Cymaïa interrompit soudain le cours de ses réflexions :
« Tu devrais aller te préparer, sinon nous allons être en retard. »
Teratsu avait atteint son zénith lorsqu'elles sortirent de chez elles. Ayma virevoltait plus qu'elle ne marchait dans une longue robe turquoise qui mettait sa peau mate en valeur. Une brise tiède caressait ses bras nus, atténuant ainsi la chaleur humide qui régnait d'ordinaire sur cette petite ville nommée Monas. La jeune fille pensa que la journée était décidément magnifique.
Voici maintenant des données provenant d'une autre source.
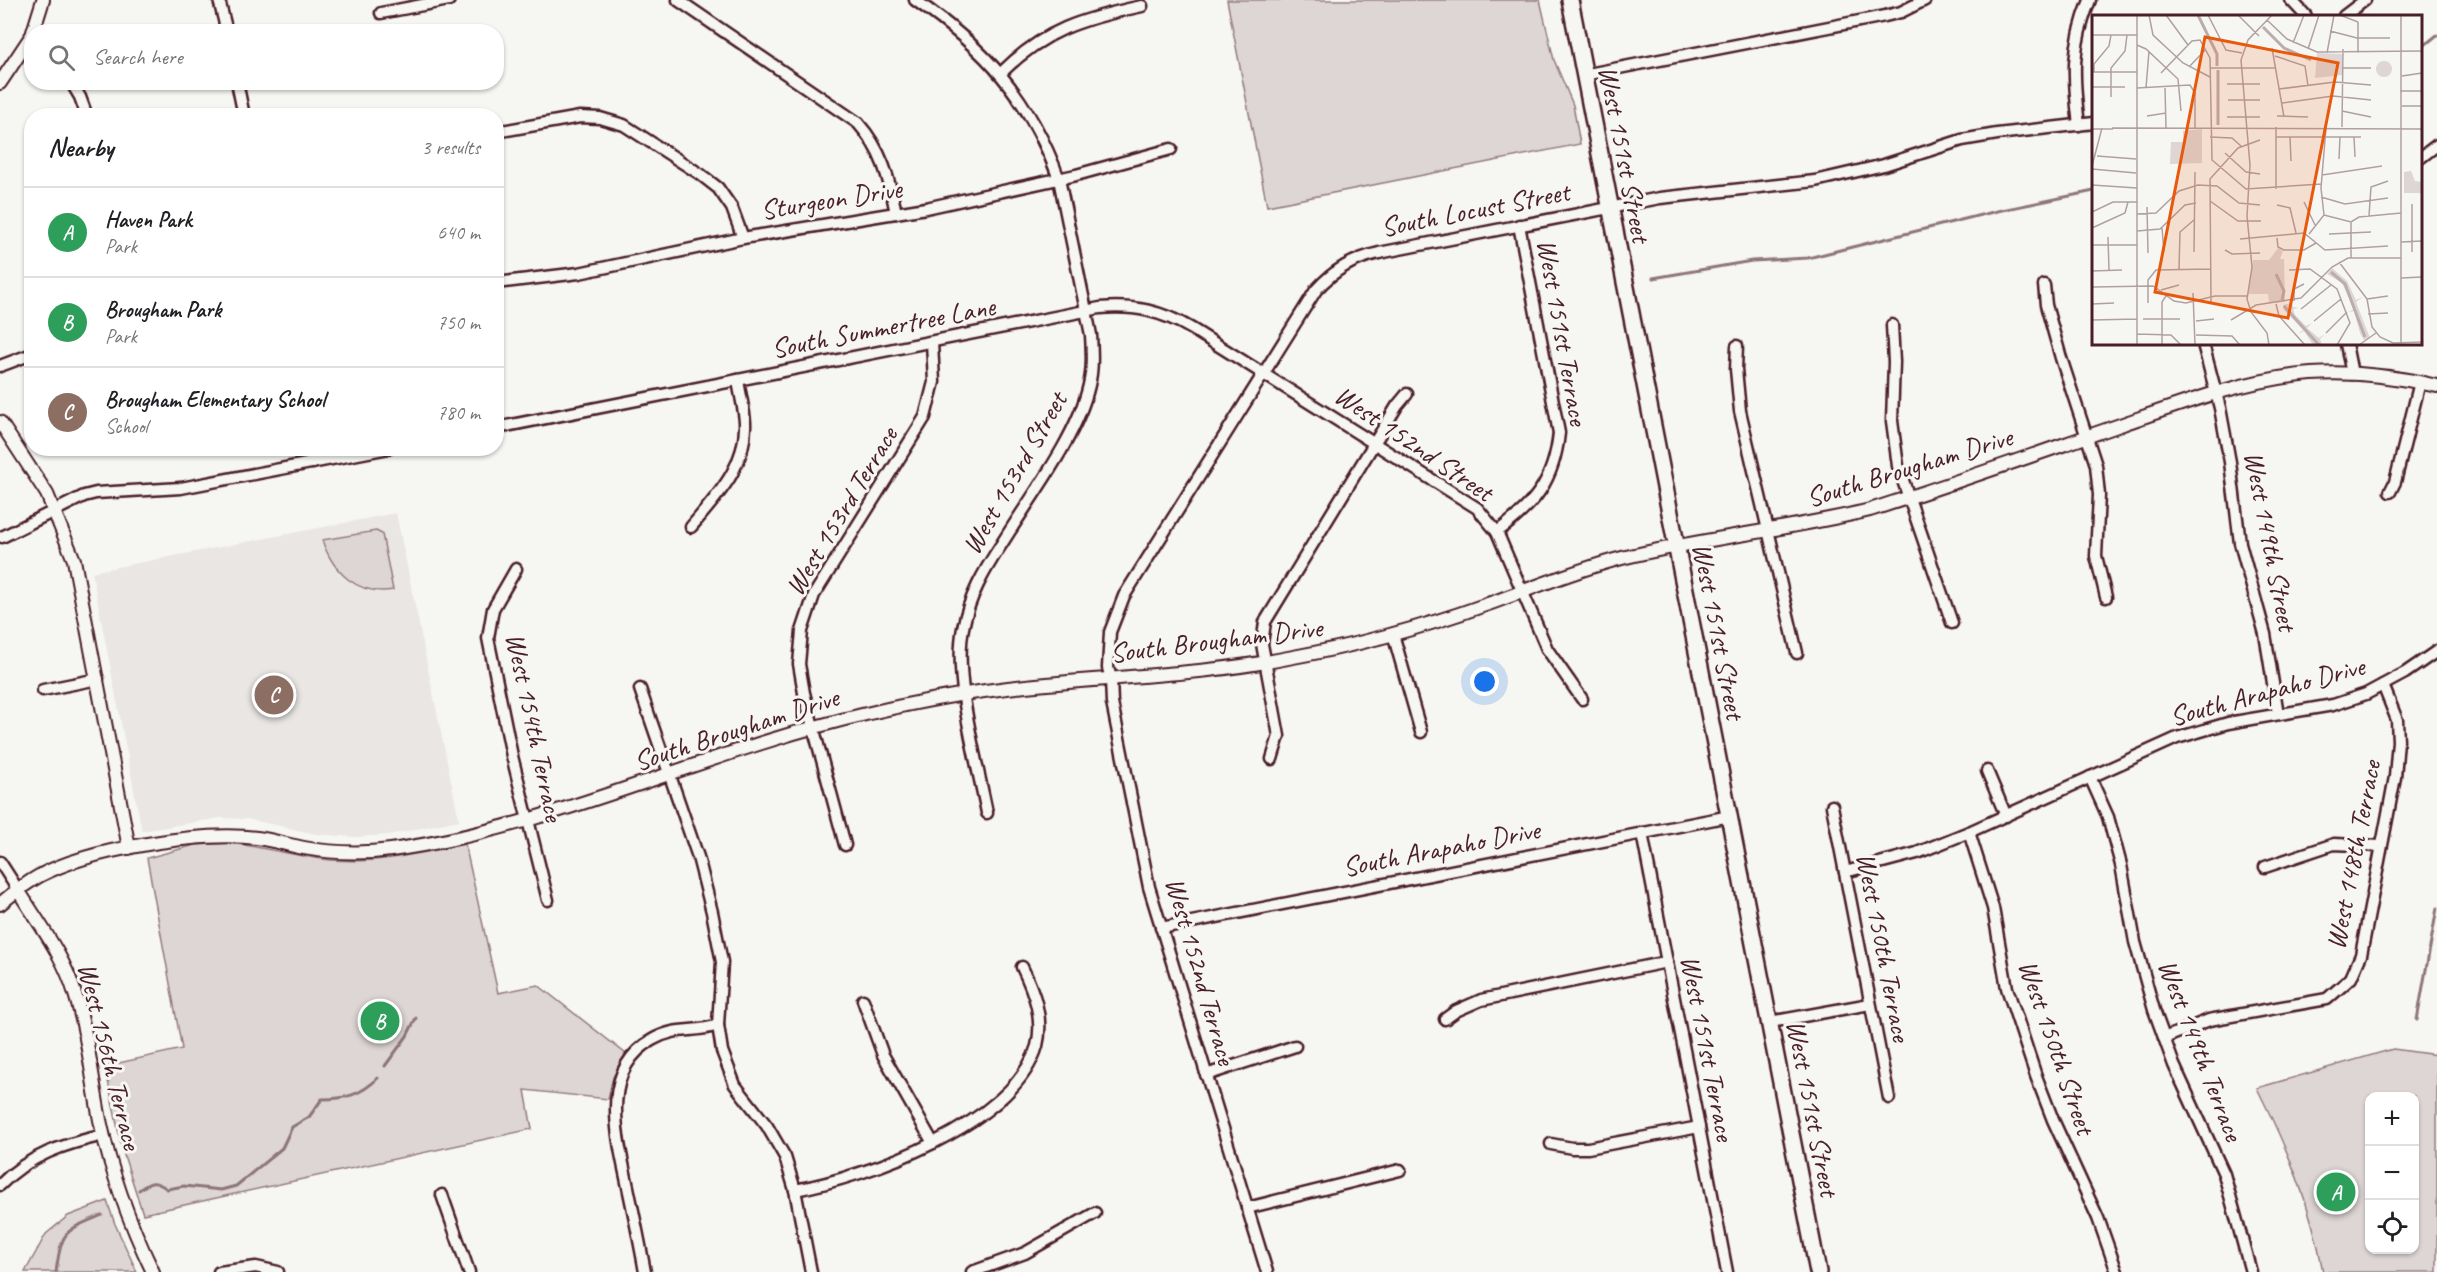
<!DOCTYPE html>
<meta charset="utf-8">
<style>
body{margin:0;font-family:Caveat,sans-serif;background:#f2f2f2;color:#202124}
.controls{position:absolute;right:18px;bottom:18px;display:grid;overflow:hidden;border-radius:12px;box-shadow:0 2px 4px #0004}
.controls button{width:54px;height:54px;display:grid;place-items:center;padding:0;border:0;border-bottom:2px solid #e0e0e0;background:#fff;color:#202124;font:30px sans-serif}
.you{position:absolute;left:1485px;top:682px;width:21px;height:21px;margin:-15px;border:4px solid #fff;border-radius:50%;background:#1a73e8;box-shadow:0 0 0 9px #1a73e833}
.badge{display:grid;place-items:center;width:39px;height:39px;border-radius:50%;background:#0f766e;color:#fff;font-size:20px;font-weight:700}
.pin{position:absolute;translate:-50% -50%;border:3px solid #fff;box-shadow:0 2px 6px #0006}
.list{margin:0;padding:0;list-style:none}
h2{display:flex;justify-content:space-between;align-items:center;height:78px;margin:0;padding:0 24px;font-size:26px}
h2 small{font-size:20px;font-weight:400;color:#757577}
.list li{display:grid;grid-template-columns:39px 1fr auto;gap:18px;align-items:center;box-sizing:border-box;height:90px;padding:0 24px;border-top:2px solid #e0e0e0}
.list b{display:block;font-size:22px;white-space:nowrap}
.list p{margin:0;font-size:20px;white-space:nowrap;color:#757577}
.list em{font-size:20px;font-style:normal;color:#757577}
.icon{flex:none;width:33px;height:33px;fill:none;stroke:currentColor;stroke-width:2;stroke-linecap:round;stroke-linejoin:round}
.map{position:relative;flex:none;width:2437px;height:1272px;overflow:hidden}
.search{position:absolute;background:#fff;box-shadow:0 2px 4px #0004;left:24px;top:24px;width:480px;height:66px;display:flex;align-items:center;gap:15px;box-sizing:border-box;padding:0 21px;border-radius:24px;color:#757577;font-size:22px}
.panel{position:absolute;background:#fff;box-shadow:0 2px 4px #0004;left:24px;top:108px;width:480px;height:348px;border-radius:24px}
.map>svg:first-child{display:block}
</style>
<div class="map">
<svg width="2437" height="1272" viewBox="0 0 2437 1272">
<rect width="100%" height="100%" fill="#f6f6f2"/>
<filter id="ink" filterUnits="userSpaceOnUse"><feTurbulence type="fractalNoise" baseFrequency=".0167" numOctaves="2"/><feDisplacementMap in="SourceGraphic" scale="12" xChannelSelector="R" yChannelSelector="G"/><feConvolveMatrix kernelMatrix="1 2 1 2 8 2 1 2 1" color-interpolation-filters="sRGB"/></filter>
<g filter="url(#ink)">
<!-- built -->
<polygon fill="#e9e6e3" points="396,513 459,820 388,835 355,837 316,834 248,819 220,818 142,831 92,572"/>
<!-- green -->
<g fill="#ddd6d5" stroke="#947a80" stroke-width="1.5" fill-rule="evenodd">
<polygon points="1227,0 1540,0 1554,60 1573,105 1580,144 1267,206"/>
<path d="M376,531L382,534L393,590C357,596 333,572 322,540Z"/>
<path d="M230,843C264,847 297,857 331,860C377,864 420,853 465,844L498,993L538,985L626,1054L613,1077L608,1099L525,1090L532,1129L143,1214L122,1149L105,1066L182,1049L147,858L195,845Z"/>
<path d="M2393,1049L2437,1055V1272H2323C2312,1207 2287,1148 2257,1088ZM2370,1096H2414V1250H2370Z"/>
<polygon points="107,1201 115,1224 137,1272 25,1272 46,1234 68,1216"/>
</g>
<g fill="none" stroke-linecap="round" stroke-linejoin="round">
<!-- stream -->
<g stroke="#8e747a" stroke-width="3">
<polyline points="2420,49 2437,35"/>
<polyline points="1653,278 1752,261 1808,258 1997,211 2094,191"/>
<polyline points="2417,1020 2437,908"/>
<polyline points="385,1066 407,1036 416,1018"/>
<path d="M139,1190C151,1181 155,1180 167,1189L184,1186L221,1190L236,1186L282,1148L292,1127L309,1117L322,1099C345,1099 361,1095 378,1078"/>
<path d="M56,1272C62,1230 64,1231 102,1215"/>
</g>
<!-- minor casing -->
<g stroke="#4a1f2b" stroke-width="15">
<g id="minor">
<polyline points="219,0 227,32"/>
<path d="M678,0L858,123C882,150 889,178 896,213"/>
<path d="M915,0C986,49 1029,97 1059,179L1091,335C1092,352 1093,369 1089,385C1077,438 1029,499 1001,545C984,571 969,597 963,628C953,678 977,761 987,813"/>
<polyline points="2291,0 2306,16"/>
<polyline points="381,13 449,0"/>
<polyline points="2344,16 2365,0"/>
<path d="M1001,73C1045,29 1082,19 1142,6"/>
<polyline points="1583,75 1885,16 1901,12 1925,0"/>
<polyline points="71,82 80,97 87,116"/>
<polyline points="237,82 244,116"/>
<path d="M2079,125C2073,76 2071,47 2090,0"/>
<polyline points="496,132 580,117 600,118 624,125 700,174 718,188 732,208 743,238"/>
<polyline points="2420,158 2437,145"/>
<polyline points="496,283 579,273 743,238 926,208 1076,175 1171,149"/>
<polyline points="2044,285 2046,305 2061,358 2096,465 2099,495 2096,556 2106,597"/>
<polyline points="1892,325 1894,362 1892,421 1898,466 1952,623"/>
<polyline points="2203,344 2220,408 2230,462 2240,543 2265,634 2278,714"/>
<polyline points="2346,344 2352,374"/>
<polyline points="1737,346 1736,369 1740,411 1797,653"/>
<polyline points="0,366 32,354"/>
<path d="M496,428L1100,308C1135,305 1162,311 1192,329L1477,508L1497,532L1547,649L1582,699"/>
<polyline points="310,448 313,463"/>
<polyline points="2390,492 2395,482 2420,382"/>
<path d="M691,527C717,496 747,466 745,422C744,408 740,394 738,380"/>
<path d="M1497,532C1535,504 1554,481 1559,433L1519,225"/>
<polyline points="2,537 84,496 96,493 181,488 389,448"/>
<polyline points="516,569 493,609 488,638 512,756 548,900"/>
<polyline points="1393,634 1421,732"/>
<polyline points="640,689 698,857 712,912 722,962 718,1025 722,1051 735,1085 767,1126 785,1157 795,1190 811,1272"/>
<polyline points="43,690 98,679"/>
<polyline points="1272,759 1279,736 1262,644 1265,622 1397,406 1407,394"/>
<polyline points="1987,771 2006,816"/>
<polyline points="2090,777 2108,817 2121,865 2135,942 2154,1010 2174,1065 2224,1174 2251,1272"/>
<polyline points="1832,806 1889,1098"/>
<polyline points="1969,832 1993,908 2007,988 2036,1076 2053,1120 2098,1218 2117,1272"/>
<polyline points="1642,833 1727,1272"/>
<polyline points="845,845 804,693 799,664 802,631 814,595 925,417 934,382 932,342"/>
<polyline points="0,862 18,890"/>
<polyline points="2265,867 2334,844 2381,846"/>
<polyline points="1845,872 1917,853 1969,832 2177,738 2228,723 2333,705 2366,694 2405,673 2437,651"/>
<polyline points="1161,928 1730,816"/>
<polyline points="863,1000 883,1055 933,1143"/>
<polyline points="1445,1019 1456,1011 1481,1000 1667,962"/>
<polyline points="1770,1022 1870,1004"/>
<polyline points="2164,1038 2209,1020 2327,999 2351,978 2361,955 2395,777 2398,741 2397,720 2383,685"/>
<polyline points="1206,1075 1295,1046"/>
<polyline points="1551,1144 1572,1148 1588,1148 1699,1127"/>
<path d="M0,1185C29,1155 65,1144 104,1135"/>
<path d="M795,1190C867,1177 1014,1124 1037,1046C1044,1018 1034,992 1022,967"/>
<polyline points="442,1195 469,1272"/>
<polyline points="1247,1208 1400,1170"/>
<polyline points="219,1272 256,1267 278,1272"/>
<path d="M645,1272C640,1244 634,1215 628,1187C618,1139 598,1071 652,1040C678,1025 693,1034 718,1025"/>
<polyline points="972,1272 1025,1253 1095,1213"/>
<path d="M1267,1272L1149,887L1112,703L1111,678L1108,668L1110,632L1124,596L1316,290C1334,270 1353,259 1379,253L1660,198L1815,181L1884,165L1962,140L1997,134L2094,123"/>
</g>
</g>
<!-- tertiary casing -->
<g stroke="#4a1f2b" stroke-width="16">
<g id="tertiary">
<polyline points="33,32 43,0"/>
<polyline points="0,83 32,35"/>
<polyline points="0,422 47,494 74,560 129,848"/>
<path d="M18,890C39,924 64,956 75,994C88,1035 92,1079 100,1120C111,1173 130,1224 153,1272"/>
<path d="M0,904C12,894 25,884 39,876C89,849 201,831 257,838C273,840 288,845 304,848C333,853 362,854 391,850C556,827 705,751 866,714C925,700 986,689 1047,684C1128,676 1209,674 1288,658C1355,646 1421,628 1485,605C1531,589 1575,570 1622,558C1703,538 1788,530 1870,510C1955,483 2039,453 2123,424C2183,403 2248,379 2311,374C2355,371 2395,376 2437,386"/>
</g>
</g>
<!-- primary casing -->
<g stroke="#4a1f2b" stroke-width="20">
<polyline id="primary" points="1570,0 1818,1272"/>
</g>
<!-- minor -->
<use href="#minor" stroke="#f6f6f2" stroke-width="10"/>
<!-- tertiary -->
<use href="#tertiary" stroke="#f6f6f2" stroke-width="12"/>
<!-- primary -->
<use href="#primary" stroke="#f6f6f2" stroke-width="15"/>
</g>
</g>
<g text-anchor="middle" dominant-baseline="central" stroke-width="6" stroke-linejoin="round" paint-order="stroke">
<!-- street labels -->
<g font-size="28" fill="#4a1f2b" stroke="#f6f6f2">
<text transform="translate(1625 154) rotate(79)">West 151st Street</text>
<text transform="translate(831 199) rotate(-9)">Sturgeon Drive</text>
<text transform="translate(1475 209) rotate(-11)">South Locust Street</text>
<text transform="translate(883 327) rotate(-11)">South Summertree Lane</text>
<text transform="translate(1563 332) rotate(80)">West 151st Terrace</text>
<text transform="translate(1414 443) rotate(34)">West 152nd Street</text>
<text transform="translate(1909 467) rotate(-17)">South Brougham Drive</text>
<text transform="translate(1014 473) rotate(-60)">West 153rd Street</text>
<text transform="translate(841 511) rotate(-59)">West 153rd Terrace</text>
<text transform="translate(2271 541) rotate(79)">West 149th Street</text>
<text transform="translate(1719 631) rotate(79)">West 151st Street</text>
<text transform="translate(1216 640) rotate(-7)">South Brougham Drive</text>
<text transform="translate(2267 691) rotate(-15)">South Arapaho Drive</text>
<text transform="translate(535 727) rotate(78)">West 154th Terrace</text>
<text transform="translate(736 729) rotate(-18)">South Brougham Drive</text>
<text transform="translate(1441 848) rotate(-11)">South Arapaho Drive</text>
<text transform="translate(2353 855) rotate(-79)">West 148th Terrace</text>
<text transform="translate(1884 947) rotate(79)">West 150th Terrace</text>
<text transform="translate(1201 971) rotate(74)">West 152nd Terrace</text>
<text transform="translate(2057 1047) rotate(71)">West 150th Street</text>
<text transform="translate(1708 1048) rotate(79)">West 151st Terrace</text>
<text transform="translate(2201 1050) rotate(69)">West 149th Terrace</text>
<text transform="translate(110 1056) rotate(76)">West 156th Terrace</text>
<text transform="translate(1813 1108) rotate(79)">West 151st Street</text>
</g>
</g>
<!-- overview -->
<g transform="translate(2092 15)">
<rect width="330" height="330" fill="#f6f6f2"/>
<path d="M225,38L250,39V60L223,63ZM284 54a8 8 0 1 1 16 0a8 8 0 1 1-16 0ZM110,114V148L78,149L79,127H91V116ZM319,156L323,166L330,167V178H312V157ZM186,233L191,236L188,244H192L193,287L177,288L176,279H156L161,245H177ZM240,253L255,266L264,285L271,282L264,287L278,323L272,325L268,318L262,296L256,297L262,294L250,268L235,259ZM200,288L201,292L207,293L201,294L203,300L214,311L220,308L215,313L227,323L233,319L228,324L230,330H221L212,316L206,319L211,315L192,295L191,290Z" fill="#ddd6d5"/>
<path fill="none" stroke="#bbadae" stroke-width="3" d="M106,0L125,39V51M171,12L192,33L219,45M126,55V110M239,257L253,269L273,322M184,259L192,276L190,285M192,291L227,330"/>
<path fill="none" stroke="#b1a0a2" stroke-width="1.5" d="M45,0V330M57,0L61,20L91,48L118,62M74,0L96,30M116,0L134,35L150,38M146,0L167,21M248,0L266,7M309,0V330M175,5L195,24L225,37L330,36M266,7V38M238,16L265,23H298M0,20H45M201,28L212,0M45,30L54,34L86,64L89,96M180,33L192,102M216,34L227,0M235,38L242,0M183,41L213,51L216,71M97,52L114,34M118,53H184M251,53H279M0,57H45M2,57V49L17,31L19,20M69,58L100,26L108,25L118,43L120,145L154,174L229,169M310,61L330,58M135,69H168M0,72H33M45,73L98,70L103,78V113M54,73L57,36M73,73L74,113M187,74L243,67L279,70M308,76H330M19,82V53L33,36L35,20M136,85H168M190,88L241,81L279,85M310,91H330M250,96L279,102M55,101L74,98M185,101L216,102M135,102H168M184,112V174M250,112L251,34M20,113L330,114M0,114H21M118,122L140,123L149,131M184,122H269M198,122L199,146M262,122L263,142M133,138L154,157L168,159M5,141L44,144M247,144L248,122M0,151L10,113M0,154L44,158M230,160L290,151M0,170L45,173M229,182L253,189L296,183M118,186L146,206H169M212,187L223,210M185,190L198,193L204,218M55,192L56,238M0,197L21,187H45M45,199L64,198L87,176L106,170L125,171L147,188L168,190M232,200L259,207L267,202L309,198M277,201L279,172L296,166M0,213L33,198L36,187M70,213L72,237M45,216L68,214L93,190L104,188M217,219L232,200L229,173L234,113M237,219L279,217M16,222L17,256M185,223L186,232L192,235H212L224,228M148,224L212,218L233,235L296,231M309,227L330,226M0,230H45M133,235L140,239L168,238M102,237L103,157M320,237V189M259,243V207M247,247L275,284M87,254L88,217L103,204M197,255L218,254L245,274L258,308L245,330M0,256L30,255M309,263L330,262M0,272L61,271L82,286L94,288L123,281H155M69,275L87,270M101,278L103,330M275,284L280,312L288,322L301,328L330,327M275,284L296,281M202,286V274L212,269M56,288V265L64,255L118,254M119,288L118,164L146,133L168,125M0,289L22,288M184,289L187,301L213,330M209,294L239,270M276,299L296,298M51,304H88M0,305L45,304M139,305L164,290L209,283L240,252L256,243H309M104,306L122,304M222,306L249,284M234,318L255,297M45,319L79,320L89,330M104,320L140,321L148,330M70,330V287L74,281M177,330L175,318L159,297L155,284L160,252L155,201L158,150L149,45L156,25L180,0M267,330L284,318"/>
<path fill="#e8590c" fill-opacity="0.15" stroke="#e8590c" stroke-width="3" d="M113,22L246,48L196,303L63,277Z"/>
<rect width="330" height="330" fill="none" stroke="#4a1f2b" stroke-width="3"/>
</g>
</svg>
<div class="controls">
<button>+</button>
<button>−</button>
<button><svg class="icon" aria-label="locate" viewBox="0 0 24 24"><circle cx="12" cy="12" r="6"/><path d="M12 2v4M12 18v4M2 12h4M18 12h4"/></svg></button>
</div>
<div class="you"></div>
<div class="pin badge" style="left:2336px;top:1192px;background:#2e9e5b">A</div>
<div class="pin badge" style="left:380px;top:1021px;background:#2e9e5b">B</div>
<div class="pin badge" style="left:274px;top:695px;background:#8d6e63">C</div>
<div class="search"><svg class="icon" aria-label="search" viewBox="0 0 24 24"><circle cx="10" cy="10" r="6"/><path d="M15 15l6 6"/></svg>Search here</div>
<section class="panel">
<h2>Nearby<small>3 results</small></h2>
<ul class="list">
<li><span class="badge" style="background:#2e9e5b">A</span><div><b>Haven Park</b><p>Park</p></div><em>640 m</em></li>
<li><span class="badge" style="background:#2e9e5b">B</span><div><b>Brougham Park</b><p>Park</p></div><em>750 m</em></li>
<li><span class="badge" style="background:#8d6e63">C</span><div><b>Brougham Elementary School</b><p>School</p></div><em>780 m</em></li>
</ul>
</section>
</div>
Elles tournèrent, sans se concerter, sur la gauche et arrivèrent sur l'avenue principale de Monas. Cet axe majeur traversait le village tout entier : à son sommet se dressait le temple, tandis que l'autre extrémité débouchait sur le port. Comme toujours, l'endroit était très animé et la foule se pressait dans les deux sens. Des échoppes variées se trouvaient des deux côtés de la rue et arboraient fièrement des lanternes colorées. Celles-ci avaient donné son surnom à Monas : la ville aux mille lanternes. Chaque nuit, ces centaines de lanternes illuminaient les lieux qui devenaient féeriques et mystérieux.
Les couleurs des étalages attiraient le regard des passants : des épices, des fruits, des légumes, des poissons et autres crustacés semblaient prêt à déborder de leurs présentoirs et à s'écouler dans la rue. Les habitants, qui s'arrêtaient devant les échoppes, portaient des vêtements aux nuances lumineuses et chatoyantes. Ayma détacha son regard des habits de ses compatriotes afin de le porter sur les arbres qui bordaient l'avenue : leur feuillage exubérant paraissait entrer à l'intérieur des maisons et leurs fleurs, d'un rouge flamboyant, exhalaient un parfum envoûtant.
« Ce sont les kargodasys qui te fascinent autant ? demanda Cymaïa.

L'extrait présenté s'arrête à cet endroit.